The PIP-II project team is constructing a 215-meter-long, state-of-the-art superconducting particle accelerator to upgrade Fermilab’s accelerator complex. At 10 meters long, the HB650 is the largest cryomodule needed for the new accelerator. Four modules will make up the last section of the new machine. When complete, the PIP-II accelerator will produce the world’s most powerful neutrino beam for the international Deep Underground Neutrino Experiment, hosted by Fermilab.

Members of the PIP-II team from Fermilab and STFC UKRI stand in front of the prototype HB650 cryomodule at Daresbury Laboratory. Credit: STFC

Neutrinos are the most abundant matter particles in the universe. By sending neutrinos from Fermilab, close to Chicago, to the huge detectors of DUNE in Lead, South Dakota, physicists can study the particles’ mysterious behavior and search for answers to the universe’s biggest questions.

PIP-II will receive components from partner institutions in France, India, Italy, Poland and the United Kingdom. Fermilab will receive three assembled cryomodules — known as HB650 for the radio frequency they use to operate — from their partners at the Science and Technology Facilities Council in the U.K. and ten similar ones from partners at Commissariat à l’Énergie Atomique et aux Énergies Alternatives, or CEA, in France.

To ensure that all three cryomodules make it safely from STFC’s Daresbury Laboratory near Liverpool to Fermilab, the PIP-II team is conducting extensive tests of the transportation system. Shipping the prototype cryomodule from Fermilab to the U.K. and back was the final test before shipping the first actual cryomodule built in the U.K. to the United States.

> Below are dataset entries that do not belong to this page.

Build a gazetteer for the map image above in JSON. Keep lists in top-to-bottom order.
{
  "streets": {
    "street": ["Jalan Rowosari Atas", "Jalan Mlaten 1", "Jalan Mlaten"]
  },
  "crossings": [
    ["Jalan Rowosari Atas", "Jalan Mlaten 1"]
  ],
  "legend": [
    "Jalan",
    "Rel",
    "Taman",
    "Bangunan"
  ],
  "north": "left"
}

In 2022, the collaboration assembled a special transportation frame, designed to fit the HB650 cryomodule, at Fermilab. STFC led the frame’s development with assistance from PIP-II collaborators at Fermilab and CEA in France.

The prototype HB650 cryomodule, wrapped in plastic, is lowered into its custom transport frame after being inspected at Daresbury Laboratory. Credit: Jeremiah Holzbauer, Fermilab

The PIP-II team then performed a successful transportation test with the frame and concrete blocks with the dimensions, weight and mounting points of the actual cryomodule.

PIP-II staff completed the prototype HB650 cryomodule at Fermilab in early 2023. It includes three superconducting radio-frequency cavities for particle acceleration made by partners at the Raja Ramanna Centre for Advanced Technology, provided as in-kind contributions from India.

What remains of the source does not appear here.